Today could well be called Vocation Sunday. All three of our readings present dramatic vocation stories. In the first reading, Isaiah describes his call by God. In the second reading, Paul speaks of his own vocation to be apostle by the grace of God. And in the Gospel, St. Peter is called to be a fisher of men. All three of these men left one form of life for another that God had chosen for them. St. Luke’s account of the call of Simon Peter is different from those found in Mark and Matthew.

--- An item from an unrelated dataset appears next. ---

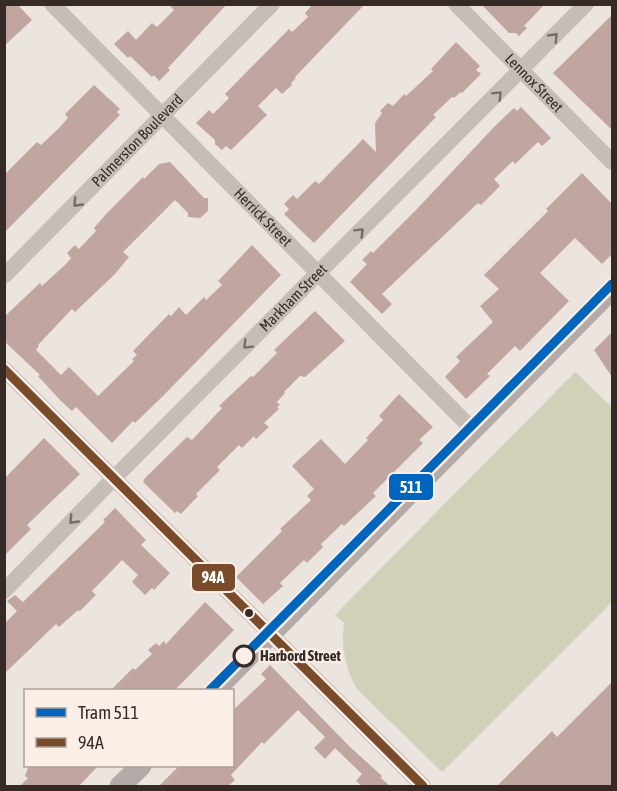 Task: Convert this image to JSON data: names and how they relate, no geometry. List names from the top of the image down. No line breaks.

The scene is the shore of the Sea of Galilee. It is morning and many people are listening to Jesus’ preaching. To be better heard, Jesus asks Simon to put his boat as a sort of speaker’s platform. When Jesus finishes speaking, he asks Simon to prepare for a catch in deep water. Simon objects based on experience -the night has proved fruitless and morning is not the best time for netting fish. Jesus knows he is asking Simon to perform an action which goes counter to what an experienced fisherman would do. Yet, Simon reluctantly tries again for an inner reason -faith in Jesus’ word. To his astonishment, Simon nets so many fish that he needs help from the other boat.

After witnessing the wonderful result, Simon experiences the reaction of all righteous persons who find themselves in the presence of the Lord: Leave me, Lord. I am a sinful man. Until now, Simon had referred to Jesus as Master; now he acknowledges his sinfulness and addresses Jesus by the divine title, Lord. Simon senses he is in the presence of divine power. His eyes are opened through his act of faith, and he falls before Jesus. Peter is the first person in the public ministry to call Jesus Lord. Jesus responds to Simon by commissioning him to a new calling: From now on you will be catching men, that is, co-laborer with Jesus in the great task of salvation.

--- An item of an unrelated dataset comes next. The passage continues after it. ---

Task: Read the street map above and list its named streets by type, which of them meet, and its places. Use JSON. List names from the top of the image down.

From earliest times the Church has seen herself as the boat of Simon in which his faith in Jesus is tested. Jesus chooses Simon’s boat; he saw two boats at the shore, but he got into Peter’s boat. There were other people with Peter in the boat, but it is to Peter that Jesus speaks and gives the order to put out, calling for a decision based solely on personal faith. The faith of Simon’s response is what makes him the Rock on which the Church is built. Peter and the other apostles (James and John) are partners; they constitute a particular ministerial association led by Peter. And it is Peter who answers: We have been hard at it all night...; but... I will lower the nets.

After the miracle, it is Peter again who tells Jesus: Go away from me, Lord, I am a sinner, even though all others were astonished. Even more importantly, only Peter is encouraged, do not be afraid; only he is promised to be turned into a fisher of men. It is precisely in Peter’s boat that Jesus himself is enthroned (seated), and it is he who, through Peter and the other apostles, addresses his message and teaching to those outside the boat. And above all, it is in the boat of Peter, not in the other, that takes place the miraculous catch.

At different times in our lives, it may seem that we exert much effort yet catch nothing. At times like these, the words of Jesus will give us encouragement. Even though we are sinners, we can go out into deep sea and be confident that, with his presence. we will bring in the achievements that God wills for us.